*** Source data ***
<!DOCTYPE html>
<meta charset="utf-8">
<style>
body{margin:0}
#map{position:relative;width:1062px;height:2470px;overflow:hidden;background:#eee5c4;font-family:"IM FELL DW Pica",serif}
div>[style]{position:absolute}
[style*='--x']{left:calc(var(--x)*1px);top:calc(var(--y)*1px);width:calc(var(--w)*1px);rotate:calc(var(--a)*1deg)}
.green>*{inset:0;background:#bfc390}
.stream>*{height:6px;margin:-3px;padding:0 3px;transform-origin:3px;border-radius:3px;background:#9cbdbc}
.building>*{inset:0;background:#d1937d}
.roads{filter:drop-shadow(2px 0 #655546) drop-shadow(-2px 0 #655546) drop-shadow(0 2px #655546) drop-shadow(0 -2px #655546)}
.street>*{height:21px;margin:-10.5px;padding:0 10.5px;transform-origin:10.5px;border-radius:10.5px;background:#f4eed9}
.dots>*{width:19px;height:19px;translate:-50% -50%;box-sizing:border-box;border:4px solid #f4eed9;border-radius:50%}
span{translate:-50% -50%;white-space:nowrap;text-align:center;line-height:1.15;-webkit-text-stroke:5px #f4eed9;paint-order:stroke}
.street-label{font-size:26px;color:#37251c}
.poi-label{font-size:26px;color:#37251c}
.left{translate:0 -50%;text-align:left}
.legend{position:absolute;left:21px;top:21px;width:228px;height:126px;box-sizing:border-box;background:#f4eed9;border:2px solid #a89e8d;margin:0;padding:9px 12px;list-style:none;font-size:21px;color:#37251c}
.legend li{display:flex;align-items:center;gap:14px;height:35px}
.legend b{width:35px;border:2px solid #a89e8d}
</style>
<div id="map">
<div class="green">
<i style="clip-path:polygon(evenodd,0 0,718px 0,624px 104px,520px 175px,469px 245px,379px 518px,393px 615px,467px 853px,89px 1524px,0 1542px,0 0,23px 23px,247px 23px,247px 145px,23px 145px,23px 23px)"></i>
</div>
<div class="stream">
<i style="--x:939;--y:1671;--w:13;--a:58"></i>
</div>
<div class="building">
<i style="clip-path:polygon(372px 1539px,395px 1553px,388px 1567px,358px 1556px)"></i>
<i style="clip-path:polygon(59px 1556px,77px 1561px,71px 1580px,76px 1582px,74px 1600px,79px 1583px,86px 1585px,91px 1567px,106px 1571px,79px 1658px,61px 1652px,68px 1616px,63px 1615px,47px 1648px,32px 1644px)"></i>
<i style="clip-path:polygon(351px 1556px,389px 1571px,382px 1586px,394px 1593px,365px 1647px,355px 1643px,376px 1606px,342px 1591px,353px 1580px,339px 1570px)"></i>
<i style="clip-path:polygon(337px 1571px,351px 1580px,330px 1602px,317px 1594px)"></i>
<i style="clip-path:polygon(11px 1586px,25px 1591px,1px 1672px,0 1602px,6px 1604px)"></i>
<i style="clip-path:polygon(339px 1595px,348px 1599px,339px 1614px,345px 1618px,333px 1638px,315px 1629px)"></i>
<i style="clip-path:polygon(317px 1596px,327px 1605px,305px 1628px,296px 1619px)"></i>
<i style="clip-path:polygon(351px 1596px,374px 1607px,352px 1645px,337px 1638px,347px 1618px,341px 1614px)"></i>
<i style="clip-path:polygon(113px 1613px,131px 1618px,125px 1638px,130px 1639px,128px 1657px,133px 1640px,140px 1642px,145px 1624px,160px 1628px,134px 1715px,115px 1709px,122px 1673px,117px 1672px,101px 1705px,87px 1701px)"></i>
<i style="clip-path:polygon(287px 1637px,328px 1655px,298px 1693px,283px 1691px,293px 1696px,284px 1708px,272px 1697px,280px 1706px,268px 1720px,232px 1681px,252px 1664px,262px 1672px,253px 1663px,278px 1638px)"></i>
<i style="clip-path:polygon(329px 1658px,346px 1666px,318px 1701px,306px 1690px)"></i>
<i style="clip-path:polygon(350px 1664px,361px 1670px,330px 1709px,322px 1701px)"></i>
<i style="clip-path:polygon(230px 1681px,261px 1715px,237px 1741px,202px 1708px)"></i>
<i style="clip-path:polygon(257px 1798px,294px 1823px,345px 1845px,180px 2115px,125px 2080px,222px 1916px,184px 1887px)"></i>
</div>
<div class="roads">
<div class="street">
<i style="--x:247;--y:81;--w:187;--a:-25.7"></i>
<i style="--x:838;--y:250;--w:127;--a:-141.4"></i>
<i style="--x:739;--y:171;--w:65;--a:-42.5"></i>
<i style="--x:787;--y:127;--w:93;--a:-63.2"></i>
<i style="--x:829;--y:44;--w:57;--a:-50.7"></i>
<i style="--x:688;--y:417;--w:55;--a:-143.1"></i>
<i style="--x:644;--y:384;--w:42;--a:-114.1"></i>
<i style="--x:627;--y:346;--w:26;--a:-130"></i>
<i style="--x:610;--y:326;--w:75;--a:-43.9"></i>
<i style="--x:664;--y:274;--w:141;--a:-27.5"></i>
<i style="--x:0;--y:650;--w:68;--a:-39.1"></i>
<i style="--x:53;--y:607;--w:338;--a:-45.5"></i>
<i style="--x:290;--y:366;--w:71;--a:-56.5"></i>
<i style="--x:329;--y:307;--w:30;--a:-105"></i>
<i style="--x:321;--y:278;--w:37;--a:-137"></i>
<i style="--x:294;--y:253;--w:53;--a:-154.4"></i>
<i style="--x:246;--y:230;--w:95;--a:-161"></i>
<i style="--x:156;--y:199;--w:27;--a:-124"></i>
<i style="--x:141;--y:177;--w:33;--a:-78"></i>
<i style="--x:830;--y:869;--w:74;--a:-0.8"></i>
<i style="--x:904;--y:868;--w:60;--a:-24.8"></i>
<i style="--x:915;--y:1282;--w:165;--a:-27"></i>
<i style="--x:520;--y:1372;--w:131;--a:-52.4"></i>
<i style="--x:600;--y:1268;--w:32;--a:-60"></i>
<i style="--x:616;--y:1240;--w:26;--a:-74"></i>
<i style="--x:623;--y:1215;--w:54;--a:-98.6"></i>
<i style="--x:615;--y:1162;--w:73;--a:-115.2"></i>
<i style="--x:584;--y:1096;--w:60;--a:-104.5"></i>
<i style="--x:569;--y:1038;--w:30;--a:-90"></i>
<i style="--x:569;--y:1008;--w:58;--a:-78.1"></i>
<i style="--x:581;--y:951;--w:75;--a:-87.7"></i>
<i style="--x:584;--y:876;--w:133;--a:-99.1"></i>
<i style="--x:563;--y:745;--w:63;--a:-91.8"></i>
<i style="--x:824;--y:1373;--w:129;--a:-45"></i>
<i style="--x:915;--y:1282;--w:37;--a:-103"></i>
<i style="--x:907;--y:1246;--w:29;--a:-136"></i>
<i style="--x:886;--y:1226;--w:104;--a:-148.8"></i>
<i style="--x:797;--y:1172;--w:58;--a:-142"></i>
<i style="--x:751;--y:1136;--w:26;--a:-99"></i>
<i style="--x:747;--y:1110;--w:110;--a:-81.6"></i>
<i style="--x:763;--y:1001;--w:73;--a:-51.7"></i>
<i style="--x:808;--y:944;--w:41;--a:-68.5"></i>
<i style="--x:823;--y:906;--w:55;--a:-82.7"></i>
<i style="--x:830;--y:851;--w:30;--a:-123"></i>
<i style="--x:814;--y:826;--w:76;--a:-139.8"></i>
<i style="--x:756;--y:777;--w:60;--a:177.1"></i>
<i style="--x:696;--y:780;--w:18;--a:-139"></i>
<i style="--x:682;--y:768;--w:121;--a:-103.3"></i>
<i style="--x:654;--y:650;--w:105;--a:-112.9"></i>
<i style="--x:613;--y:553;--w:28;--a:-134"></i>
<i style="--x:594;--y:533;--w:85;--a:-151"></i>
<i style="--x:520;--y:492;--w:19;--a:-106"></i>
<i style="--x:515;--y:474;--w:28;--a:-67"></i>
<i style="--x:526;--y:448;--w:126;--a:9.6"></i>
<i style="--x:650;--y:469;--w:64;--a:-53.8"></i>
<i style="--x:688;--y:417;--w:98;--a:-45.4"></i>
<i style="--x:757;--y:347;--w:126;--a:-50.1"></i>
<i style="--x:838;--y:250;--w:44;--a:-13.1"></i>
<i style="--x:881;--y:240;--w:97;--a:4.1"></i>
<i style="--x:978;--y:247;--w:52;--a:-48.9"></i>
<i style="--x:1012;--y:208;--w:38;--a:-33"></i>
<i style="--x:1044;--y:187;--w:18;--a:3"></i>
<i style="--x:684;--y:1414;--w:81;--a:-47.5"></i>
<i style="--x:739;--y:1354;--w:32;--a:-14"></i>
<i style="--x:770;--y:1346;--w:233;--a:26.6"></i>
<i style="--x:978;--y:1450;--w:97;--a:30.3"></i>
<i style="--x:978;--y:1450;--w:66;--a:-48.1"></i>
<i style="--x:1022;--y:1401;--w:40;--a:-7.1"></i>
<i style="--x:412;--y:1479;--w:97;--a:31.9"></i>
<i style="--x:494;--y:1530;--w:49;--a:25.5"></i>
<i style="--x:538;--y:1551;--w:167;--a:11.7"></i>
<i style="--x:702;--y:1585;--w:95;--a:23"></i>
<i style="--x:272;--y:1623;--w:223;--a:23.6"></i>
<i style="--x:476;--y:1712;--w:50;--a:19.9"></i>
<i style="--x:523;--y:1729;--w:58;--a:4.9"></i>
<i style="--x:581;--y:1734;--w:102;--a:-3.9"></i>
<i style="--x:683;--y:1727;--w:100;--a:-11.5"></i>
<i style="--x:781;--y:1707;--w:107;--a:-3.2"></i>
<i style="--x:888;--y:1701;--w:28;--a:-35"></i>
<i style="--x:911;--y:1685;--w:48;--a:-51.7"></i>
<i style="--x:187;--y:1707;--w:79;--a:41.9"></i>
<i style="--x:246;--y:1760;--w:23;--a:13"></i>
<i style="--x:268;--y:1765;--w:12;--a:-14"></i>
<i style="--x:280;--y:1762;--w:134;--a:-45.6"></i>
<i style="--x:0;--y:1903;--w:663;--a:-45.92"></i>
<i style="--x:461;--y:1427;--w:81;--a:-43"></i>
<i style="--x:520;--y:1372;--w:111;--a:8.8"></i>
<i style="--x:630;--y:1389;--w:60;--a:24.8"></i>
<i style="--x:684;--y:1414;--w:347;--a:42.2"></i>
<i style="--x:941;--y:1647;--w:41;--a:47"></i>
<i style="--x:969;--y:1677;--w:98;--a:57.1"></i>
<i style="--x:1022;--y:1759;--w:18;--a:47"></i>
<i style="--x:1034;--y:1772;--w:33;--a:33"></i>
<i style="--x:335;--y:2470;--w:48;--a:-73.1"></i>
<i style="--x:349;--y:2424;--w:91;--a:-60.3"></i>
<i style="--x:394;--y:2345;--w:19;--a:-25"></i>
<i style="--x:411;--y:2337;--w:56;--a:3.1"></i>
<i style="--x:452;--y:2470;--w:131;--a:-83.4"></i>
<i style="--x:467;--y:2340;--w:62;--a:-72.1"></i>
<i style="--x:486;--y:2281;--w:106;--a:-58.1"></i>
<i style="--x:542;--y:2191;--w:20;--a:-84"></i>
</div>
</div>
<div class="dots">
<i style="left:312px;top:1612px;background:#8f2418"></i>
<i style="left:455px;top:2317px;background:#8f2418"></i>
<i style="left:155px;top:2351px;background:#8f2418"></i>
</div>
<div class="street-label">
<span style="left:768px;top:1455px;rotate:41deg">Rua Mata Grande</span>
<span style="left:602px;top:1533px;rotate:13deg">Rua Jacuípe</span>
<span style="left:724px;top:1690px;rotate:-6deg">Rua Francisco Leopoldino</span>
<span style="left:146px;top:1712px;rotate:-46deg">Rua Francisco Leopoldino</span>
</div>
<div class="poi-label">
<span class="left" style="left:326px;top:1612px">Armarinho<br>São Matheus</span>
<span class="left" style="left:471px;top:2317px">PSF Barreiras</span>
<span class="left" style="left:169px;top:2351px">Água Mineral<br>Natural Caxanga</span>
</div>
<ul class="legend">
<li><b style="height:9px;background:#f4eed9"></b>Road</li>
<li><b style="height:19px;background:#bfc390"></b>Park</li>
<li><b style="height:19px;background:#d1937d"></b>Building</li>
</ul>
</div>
*** End of Source data ***
Could you find each line in the entries that contains the string "stream" and copy it?

Answer space ->
.stream>*{height:6px;margin:-3px;padding:0 3px;transform-origin:3px;border-radius:3px;background:#9cbdbc}
<div class="stream">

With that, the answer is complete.